SUPPLIED RECORDS: Begin
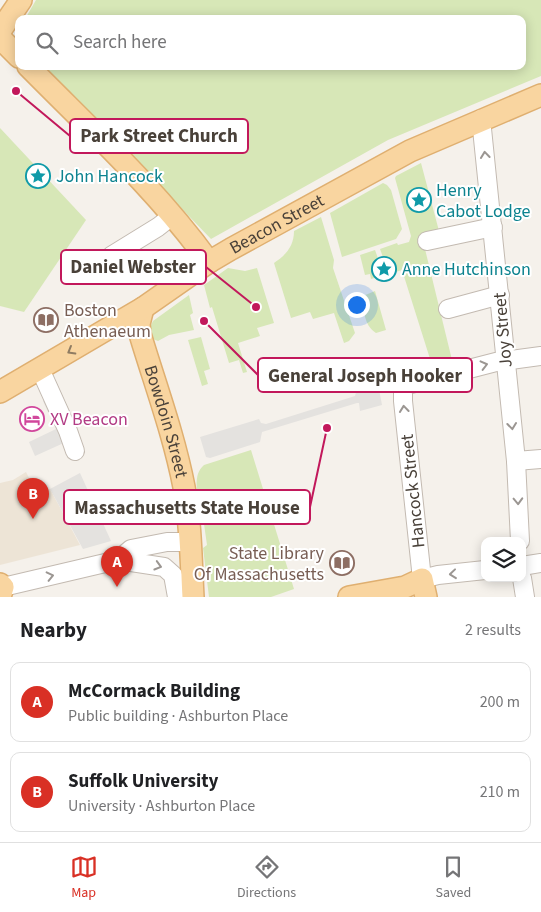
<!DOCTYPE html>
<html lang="en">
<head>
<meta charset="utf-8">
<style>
  :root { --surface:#fff; --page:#f6f6f6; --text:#202124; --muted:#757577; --line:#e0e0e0; --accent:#d93025 }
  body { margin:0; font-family:"Source Sans 3",sans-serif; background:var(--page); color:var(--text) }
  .controls { position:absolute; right:15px; bottom:15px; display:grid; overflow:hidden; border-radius:10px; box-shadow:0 2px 12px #0003 }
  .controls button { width:45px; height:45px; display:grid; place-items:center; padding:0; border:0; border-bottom:1px solid var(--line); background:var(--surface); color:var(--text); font:25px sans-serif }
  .you { position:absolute; left:356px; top:304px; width:18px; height:18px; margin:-12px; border:4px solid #fff; border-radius:50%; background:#1a73e8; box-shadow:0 0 0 8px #1a73e833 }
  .badge { display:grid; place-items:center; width:32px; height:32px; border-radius:50%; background:var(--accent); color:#fff; font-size:16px; font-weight:700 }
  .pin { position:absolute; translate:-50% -41px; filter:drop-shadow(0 1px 2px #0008) }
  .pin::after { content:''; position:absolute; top:26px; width:18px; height:15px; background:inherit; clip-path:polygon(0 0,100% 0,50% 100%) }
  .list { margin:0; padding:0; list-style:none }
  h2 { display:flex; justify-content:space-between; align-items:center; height:65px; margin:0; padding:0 20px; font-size:21px }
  h2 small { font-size:16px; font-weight:400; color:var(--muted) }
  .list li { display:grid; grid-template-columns:32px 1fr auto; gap:15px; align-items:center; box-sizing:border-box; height:80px; margin:0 10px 10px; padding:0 10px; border:1px solid var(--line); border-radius:10px }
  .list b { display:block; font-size:19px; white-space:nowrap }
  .list p { margin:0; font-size:16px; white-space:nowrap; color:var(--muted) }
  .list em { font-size:16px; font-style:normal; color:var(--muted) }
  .icon { flex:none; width:28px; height:28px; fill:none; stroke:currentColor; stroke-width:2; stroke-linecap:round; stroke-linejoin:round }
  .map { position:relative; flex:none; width:541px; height:597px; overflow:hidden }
  .search { position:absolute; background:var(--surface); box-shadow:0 2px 12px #0003; left:15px; right:15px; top:15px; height:55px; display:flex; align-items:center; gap:12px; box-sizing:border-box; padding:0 18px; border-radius:10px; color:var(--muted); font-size:19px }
  .sheet { height:245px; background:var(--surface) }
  nav { display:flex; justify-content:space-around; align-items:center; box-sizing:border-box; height:70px; border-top:1px solid var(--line); background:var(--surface); font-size:14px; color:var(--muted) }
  nav a { display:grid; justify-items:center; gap:2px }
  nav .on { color:var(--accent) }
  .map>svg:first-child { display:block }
  .education { fill:#ede4d6 }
  .green { fill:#d7e7b7 }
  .parking { fill:#e4e2df }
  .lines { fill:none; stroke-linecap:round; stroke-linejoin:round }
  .minor-casing { stroke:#c3bab1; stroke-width:20 }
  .major-casing { stroke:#dfaf70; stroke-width:24 }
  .minor { stroke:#fff; stroke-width:18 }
  .major { stroke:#f9d5a0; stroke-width:21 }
  .oneway { stroke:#9b9692 }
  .oneway2 { stroke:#8f7c62 }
  .labels { text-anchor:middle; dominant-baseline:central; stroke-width:4; stroke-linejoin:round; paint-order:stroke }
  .culture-label { font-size:18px; fill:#0d838f; stroke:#fff; text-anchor:start }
  .street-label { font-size:18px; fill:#494139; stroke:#fff }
  .education-label { font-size:18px; fill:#785e54; stroke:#fff; text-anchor:start }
  .hotel-label { font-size:18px; fill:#b23c85; stroke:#fff; text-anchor:start }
  .leader { fill:none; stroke:#c2185b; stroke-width:2 }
  .callout-dot { fill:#c2185b; stroke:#fff; stroke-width:2 }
  .callout { fill:#fff; stroke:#c2185b; stroke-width:2 }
  .callout-label { font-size:19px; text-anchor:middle; font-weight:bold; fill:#494139 }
</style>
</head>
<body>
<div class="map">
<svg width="541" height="597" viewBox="0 0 541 597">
  <rect width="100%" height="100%" fill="#f5f1eb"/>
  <polygon class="education" points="26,472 36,492 50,489 80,545 0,565 0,483 13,480"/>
  <g class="green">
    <polygon points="36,0 541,0 541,76 388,140 211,239 44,66 522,66 522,19 25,19"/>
    <polygon points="0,128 86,220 24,312 0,306"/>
    <polygon points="421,163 439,231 425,249 452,360 401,374 400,372 431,362 402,270 389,274 380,249 397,243 398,245 409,242 411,236 395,178 396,176"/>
    <polygon points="383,183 387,185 391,190 402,229 396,239 342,257 330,213"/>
    <path d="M321 217 334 260 333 268 355 333 349 341 344 343 334 313 313 319 310 312 291 318 274 263C286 255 294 246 294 231Z"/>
    <polygon points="375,250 384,275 371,279 370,274 365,275 360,255"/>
    <polygon points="228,268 245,271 257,268 274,323 257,328 260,336 238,343 247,372 243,373 239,360 229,363 212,307 210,308 204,285"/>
    <path d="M375 291 386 330 376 333C363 324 364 310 363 296Z"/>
    <polygon points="189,295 193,313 190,315 194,330 169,335 158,341 153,339 150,327 153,321"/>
    <polygon points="201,337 210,369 204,371 208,384 202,386 188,340"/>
    <path d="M251 450 294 589 271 597H209L203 548 207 545 202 510 199 509C198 494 192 475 204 465Z"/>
  </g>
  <g class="parking">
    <polygon points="56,381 79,432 66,442 35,456 29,442 56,429 43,401 44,400 39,389"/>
    <polygon points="378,384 382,405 360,411 359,403 357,403 262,432 260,442 210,458 206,457 200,437 259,419 261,423 266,424 355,396 357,389"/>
    <polygon points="80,473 111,541 83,549 50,489"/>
  </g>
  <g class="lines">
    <defs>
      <g id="minor">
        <polyline points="481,119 516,461 520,541"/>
        <polyline points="427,241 493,227"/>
        <polyline points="111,256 158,227 172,216"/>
        <polyline points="448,309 500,295"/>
        <polyline points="40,369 68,431 75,451"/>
        <polyline points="516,461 541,459"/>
        <polyline points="118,560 164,567 173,575 177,597"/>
        <polyline points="522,566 541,563"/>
        <polyline points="485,570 438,575 422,579 403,401 403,386 496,362 541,356"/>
        <polyline points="522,578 525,597"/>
        <polyline points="3,587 118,560 131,549 167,542 189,542"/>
      </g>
      <g id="major">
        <polyline points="0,31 21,0"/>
        <polyline points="0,38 19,57"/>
        <path d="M28 66C90 129 157 190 209 262"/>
        <path id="s1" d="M143 308 139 324 140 334C155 384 174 435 184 487 191 523 191 561 193 597"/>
        <path id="s2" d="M0 392 143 308 209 262 231 249 410 151 541 95"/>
        <polyline points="0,584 3,587 0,597"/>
        <polyline points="349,597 405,587 422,579 426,597"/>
      </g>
    </defs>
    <use href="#minor" class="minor-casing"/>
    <use href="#major" class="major-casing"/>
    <use href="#minor" class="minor"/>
    <use href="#major" class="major"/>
  </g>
  <defs><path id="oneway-chevron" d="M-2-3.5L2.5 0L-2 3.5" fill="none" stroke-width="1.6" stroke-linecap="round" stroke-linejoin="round" transform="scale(1.25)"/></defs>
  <g class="oneway">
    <use href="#oneway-chevron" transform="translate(485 155) rotate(-96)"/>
    <use href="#oneway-chevron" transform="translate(484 365) rotate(-14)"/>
    <use href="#oneway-chevron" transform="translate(404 409) rotate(-96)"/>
    <use href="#oneway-chevron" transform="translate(512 426) rotate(83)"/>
    <use href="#oneway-chevron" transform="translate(518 501) rotate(88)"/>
    <use href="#oneway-chevron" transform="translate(158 566) rotate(16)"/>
    <use href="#oneway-chevron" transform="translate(453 574) rotate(174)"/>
    <use href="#oneway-chevron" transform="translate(50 576) rotate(-13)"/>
  </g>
  <use class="oneway2" href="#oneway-chevron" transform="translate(71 351) rotate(150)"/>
  <defs>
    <symbol id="sight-ring" viewBox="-11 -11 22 22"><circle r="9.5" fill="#fff" stroke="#0f9aa8" stroke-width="1.5"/><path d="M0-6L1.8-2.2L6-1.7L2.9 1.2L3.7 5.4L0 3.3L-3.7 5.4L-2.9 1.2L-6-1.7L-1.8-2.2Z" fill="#0f9aa8"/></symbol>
    <symbol id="library-ring" viewBox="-11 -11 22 22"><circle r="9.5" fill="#fff" stroke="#8d6e63" stroke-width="1.5"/><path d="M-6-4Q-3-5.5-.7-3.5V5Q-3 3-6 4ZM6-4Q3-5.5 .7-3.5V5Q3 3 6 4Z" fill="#8d6e63"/></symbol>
    <symbol id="hotel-ring" viewBox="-11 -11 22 22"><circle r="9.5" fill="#fff" stroke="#d1479c" stroke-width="1.5"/><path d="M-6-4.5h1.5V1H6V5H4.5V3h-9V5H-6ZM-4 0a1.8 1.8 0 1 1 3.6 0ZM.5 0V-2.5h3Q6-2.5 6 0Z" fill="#d1479c"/></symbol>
  </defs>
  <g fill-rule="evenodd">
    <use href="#sight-ring" x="24" y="162" width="28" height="28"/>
    <use href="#sight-ring" x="405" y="186" width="28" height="28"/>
    <use href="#sight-ring" x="370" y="255" width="28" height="28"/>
    <use href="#library-ring" x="32" y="306" width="28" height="28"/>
    <use href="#hotel-ring" x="18" y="405" width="28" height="28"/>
    <use href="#library-ring" x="328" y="549" width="28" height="28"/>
  </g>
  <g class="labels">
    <g class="culture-label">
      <text x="56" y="176">John Hancock</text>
      <text x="436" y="190">Henry<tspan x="436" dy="21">Cabot Lodge</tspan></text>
      <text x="402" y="269">Anne Hutchinson</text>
    </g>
    <g class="street-label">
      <text stroke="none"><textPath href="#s2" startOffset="324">Beacon Street</textPath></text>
      <text transform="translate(503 330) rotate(-95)">Joy Street</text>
      <text stroke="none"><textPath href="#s1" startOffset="118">Bowdoin Street</textPath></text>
      <text transform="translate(413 491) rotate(-96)">Hancock Street</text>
    </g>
    <g class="education-label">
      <text x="64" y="310">Boston<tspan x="64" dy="21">Athenaeum</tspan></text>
      <text x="324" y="553" text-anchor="end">State Library<tspan x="324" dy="21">Of Massachusetts</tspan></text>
    </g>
    <g class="hotel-label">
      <text x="50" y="419">XV Beacon</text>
    </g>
  </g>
  <path class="leader" d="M16 91L70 136M256 307L206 267M204 321L258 375M327 428L310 507"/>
  <g class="callout-dot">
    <circle cx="16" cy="91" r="5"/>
    <circle cx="256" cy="307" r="5"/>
    <circle cx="204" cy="321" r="5"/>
    <circle cx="327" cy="428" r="5"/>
  </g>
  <g class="callout">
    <rect x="70" y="119" width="178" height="34" rx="5"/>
    <rect x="61" y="250" width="145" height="34" rx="5"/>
    <rect x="258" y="358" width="214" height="34" rx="5"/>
    <rect x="64" y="490" width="246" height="34" rx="5"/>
  </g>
  <g class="callout-label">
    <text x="159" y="142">Park Street Church</text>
    <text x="133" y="273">Daniel Webster</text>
    <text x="365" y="382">General Joseph Hooker</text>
    <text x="187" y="514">Massachusetts State House</text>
  </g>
</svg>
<div class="controls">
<button><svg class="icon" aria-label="layers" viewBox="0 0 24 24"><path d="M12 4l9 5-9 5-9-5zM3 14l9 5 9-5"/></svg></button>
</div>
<div class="you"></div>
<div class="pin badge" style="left:117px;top:587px">A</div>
<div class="pin badge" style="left:33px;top:519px">B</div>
<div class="search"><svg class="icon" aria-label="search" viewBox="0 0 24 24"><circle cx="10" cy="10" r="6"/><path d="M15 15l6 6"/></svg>Search here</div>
</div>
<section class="sheet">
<h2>Nearby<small>2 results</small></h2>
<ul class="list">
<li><span class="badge">A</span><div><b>McCormack Building</b><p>Public building · Ashburton Place</p></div><em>200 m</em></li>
<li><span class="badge">B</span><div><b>Suffolk University</b><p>University · Ashburton Place</p></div><em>210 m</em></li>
</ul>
</section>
<nav>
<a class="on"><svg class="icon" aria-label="map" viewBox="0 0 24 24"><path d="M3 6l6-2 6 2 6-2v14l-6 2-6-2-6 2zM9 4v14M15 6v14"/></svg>Map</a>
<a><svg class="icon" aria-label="directions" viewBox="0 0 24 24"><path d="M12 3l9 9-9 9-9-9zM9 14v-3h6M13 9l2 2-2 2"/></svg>Directions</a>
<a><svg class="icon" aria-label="saved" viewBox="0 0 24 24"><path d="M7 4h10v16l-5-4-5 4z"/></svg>Saved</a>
</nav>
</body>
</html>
SUPPLIED RECORDS: End
*WHAT IS NEEDED:* Where does the word "sans" appear in the listing above? Copy every line that holds it.

*YOUR SOLUTION:*
  body { margin:0; font-family:"Source Sans 3",sans-serif; background:var(--page); color:var(--text) }
  .controls button { width:45px; height:45px; display:grid; place-items:center; padding:0; border:0; border-bottom:1px solid var(--line); background:var(--surface); color:var(--text); font:25px sans-serif }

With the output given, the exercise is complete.